Behind his argument is new research that shows that in some cases, licensed cannabis growers keep about a fifth of the revenue from the sale of their products.
The report, prepared for the CCC by EY’s global strategy consulting arm, assessed the effect of the tax on the cannabis industry. He found that for every gram of cannabis with a value price sold at an Ontario dispensary, only 22.7 per cent of the total revenue went to the producer; 35 percent of the value was paid in a combination of excise taxes and harmonized sales taxes. The Ontario cannabis store and retailer cut profits by 20% each.
In an email statement, Fred O’Riordan, EY Canada’s tax policy leader, echoed the key policy considerations included in the consultancy’s report: “reduce and harmonize” excise duties and reduce taxes on 2.0 cannabis products, such as groceries. to encourage healthier consumption choices.
The Department of Finance did not respond to a request for comment from The Globe and Mail.
Beena Goldenberg, executive director of cannabis producer Organigram, does not expect “wholesale changes.” Instead, it urges the government to consider gradually reducing the financial burden on cannabis companies. One way would be to eliminate the 2.3 percent regulatory rate that Health Canada applies to cannabis revenue.
“They’re getting a lot of taxes,” he said. “Why charge an additional fee to cover the regulatory costs of this industry?”
Since 2018, the Canadian cannabis industry has contributed a total of about $ 15.1 billion in tax revenue to Canada, $ 2.9 billion of which came from sales and excise taxes, according to a recent Deloitte study.

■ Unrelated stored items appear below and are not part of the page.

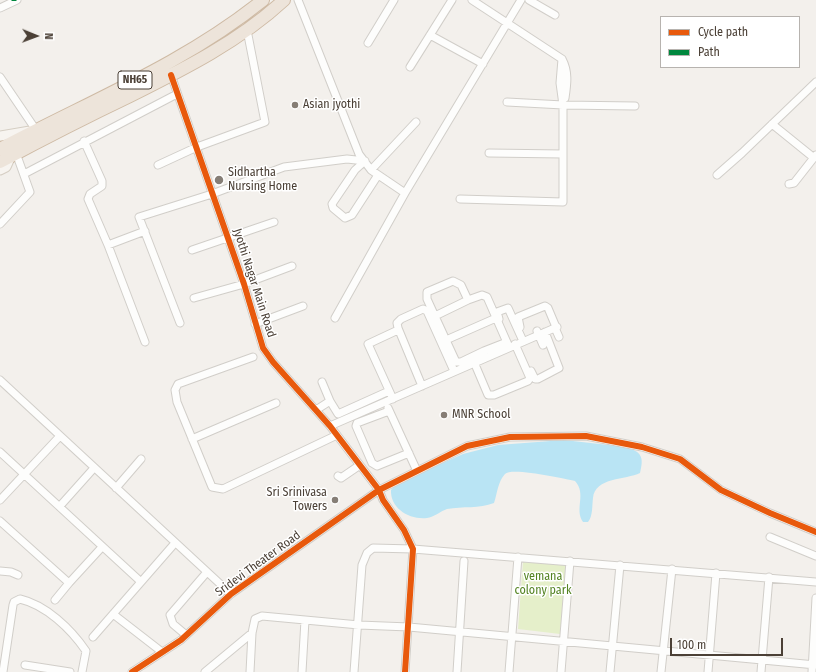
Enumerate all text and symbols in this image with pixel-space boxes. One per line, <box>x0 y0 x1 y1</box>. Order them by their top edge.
north arrow <box>16 16 56 56</box>
legend <box>660 16 800 68</box>
text: Cycle path <box>698 25 748 39</box>
text: N <box>42 33 55 40</box>
text: Path <box>698 45 720 59</box>
road number: NH65 <box>118 71 152 89</box>
place label: Asian jyothi <box>303 98 360 112</box>
marker: Asian jyothi <box>290 100 300 110</box>
place label: Sidhartha Nursing Home <box>228 166 297 194</box>
marker: Sidhartha Nursing Home <box>213 174 225 186</box>
street label: Jyothi Nagar Main Road <box>230 227 278 339</box>
place label: MNR School <box>452 408 510 422</box>
marker: MNR School <box>439 410 449 420</box>
place label: Sri Srinivasa Towers <box>267 486 327 514</box>
marker: Sri Srinivasa Towers <box>330 495 340 505</box>
street label: Sridevi Theater Road <box>213 528 303 600</box>
park label: vemana colony park <box>515 570 571 598</box>
scale bar <box>672 630 785 656</box>
text: 100 m <box>677 638 706 652</box>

While hopefully there may be a solution, changing the fiscal direction can be a challenge, said Mandesh Dosanjh, CEO of Pure Sunfarms Corporation, a producer in Delta, BC. Mr. Dosanjh said his company regularly pays up to 50 percent of its tax revenue in the middle of a market it considers the hardest it has ever seen.
“I am realistic. I have never seen a government agency suddenly reduce its revenue streams, ”Mr Dosanjh said.

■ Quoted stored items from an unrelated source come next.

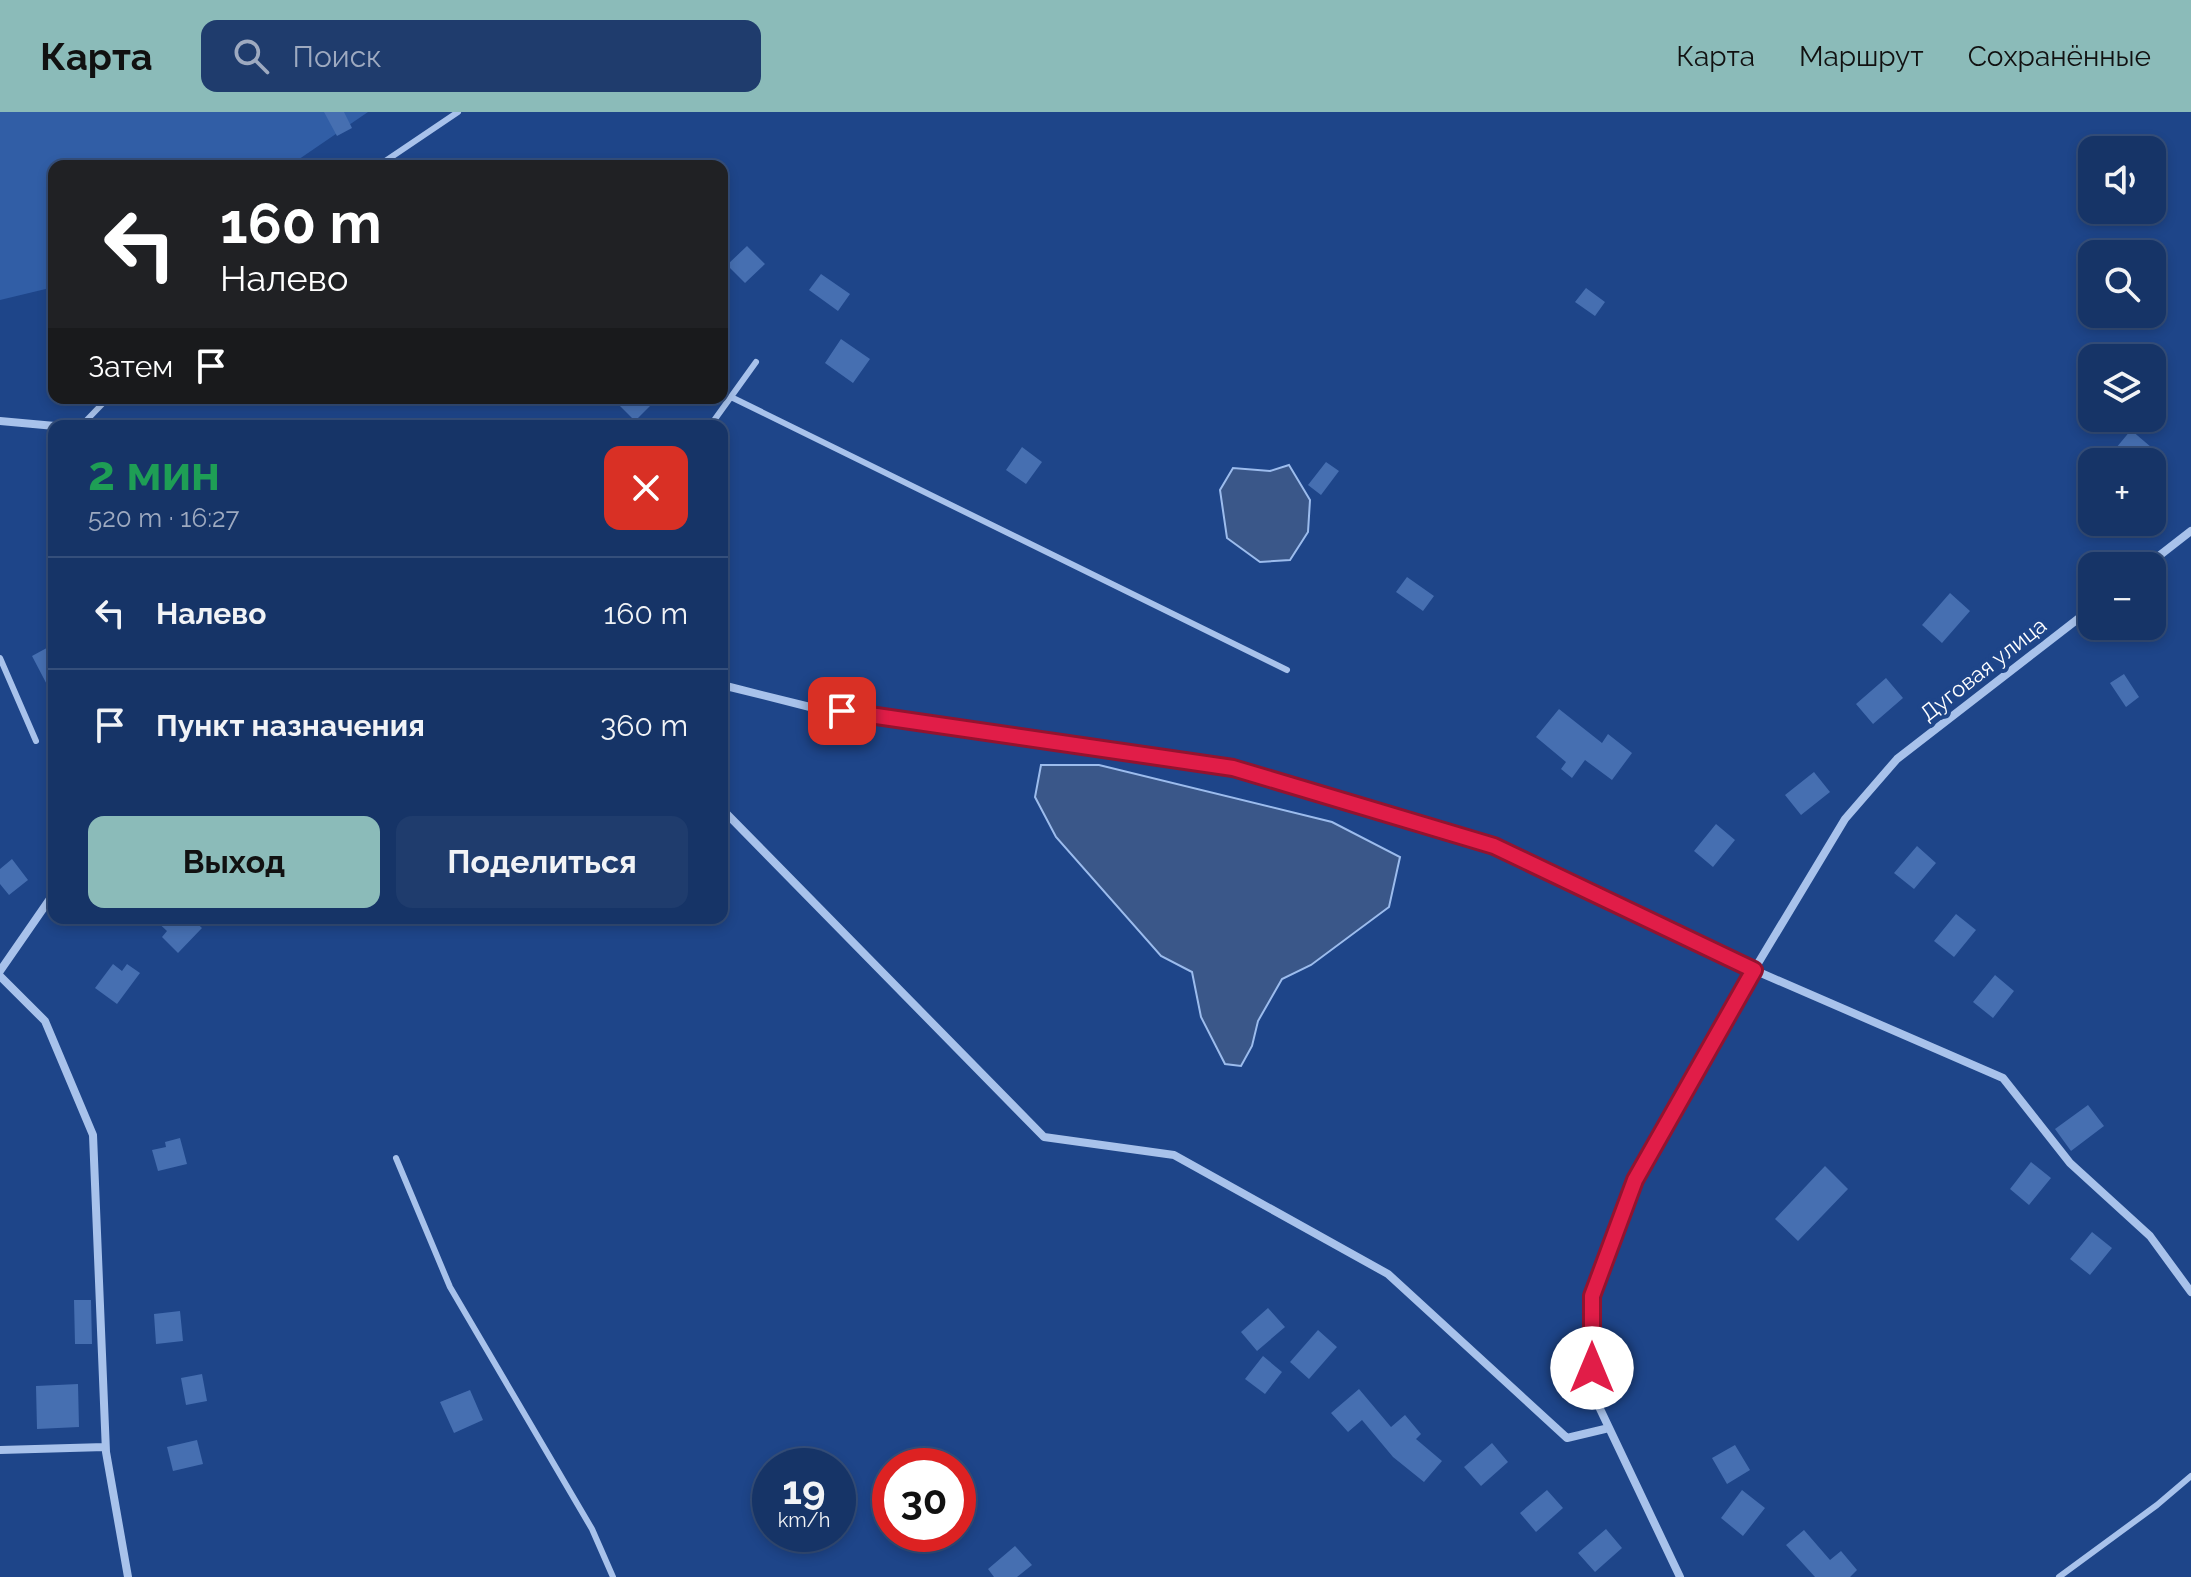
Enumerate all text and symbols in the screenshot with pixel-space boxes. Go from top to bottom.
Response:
search box [201,20,761,92]
text: Карта [40,34,153,79]
icon: search [229,34,273,78]
text: Поиск [293,39,382,74]
text: Карта [1676,40,1755,73]
text: Маршрут [1799,40,1924,73]
text: Сохранённые [1968,40,2151,73]
map controls [2078,136,2166,640]
button: sound [2078,136,2166,224]
text: 160 m [220,190,382,256]
icon: left [88,192,192,296]
button: search [2078,240,2166,328]
text: Налево [220,257,348,299]
icon: arrive [189,344,233,388]
button: layers [2078,344,2166,432]
text: Затем [88,349,173,384]
text: 2 мин [88,445,220,501]
button: close [604,446,688,530]
button: + [2078,448,2166,536]
text: 520 m · 16:27 [88,503,239,533]
button: − [2078,552,2166,640]
icon: left [88,591,132,635]
text: Налево [156,596,266,631]
text: 160 m [603,596,688,631]
street label: Дуговая улица [1915,612,2051,726]
pin [808,677,876,745]
icon: arrive [820,689,864,733]
icon: arrive [88,703,132,747]
text: Пункт назначения [156,708,425,743]
text: 360 m [600,708,688,743]
button: Выход [88,816,380,908]
button: Поделиться [396,816,688,908]
position arrow [1550,1326,1634,1410]
speed limit sign: 30 [872,1448,976,1552]
text: 19 [782,1466,826,1513]
text: km/h [778,1508,830,1532]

Instead, he said, one option might be to simplify some of the complexities that add administrative and supply chain burden. One is the different types of excise tax by province. “If we just launched a national label, that would create a lot more efficiency for producers without having an additional financial burden.”
In its 2022 federal budget, Ottawa proposed some changes to the excise tax, such as reducing the quarterly rather than monthly payment rate for some cannabis companies and convening a panel of cannabis experts to discuss the industry. At the time, industry leaders said the changes were helpful, but they did not go far enough to address the issue of excise taxes.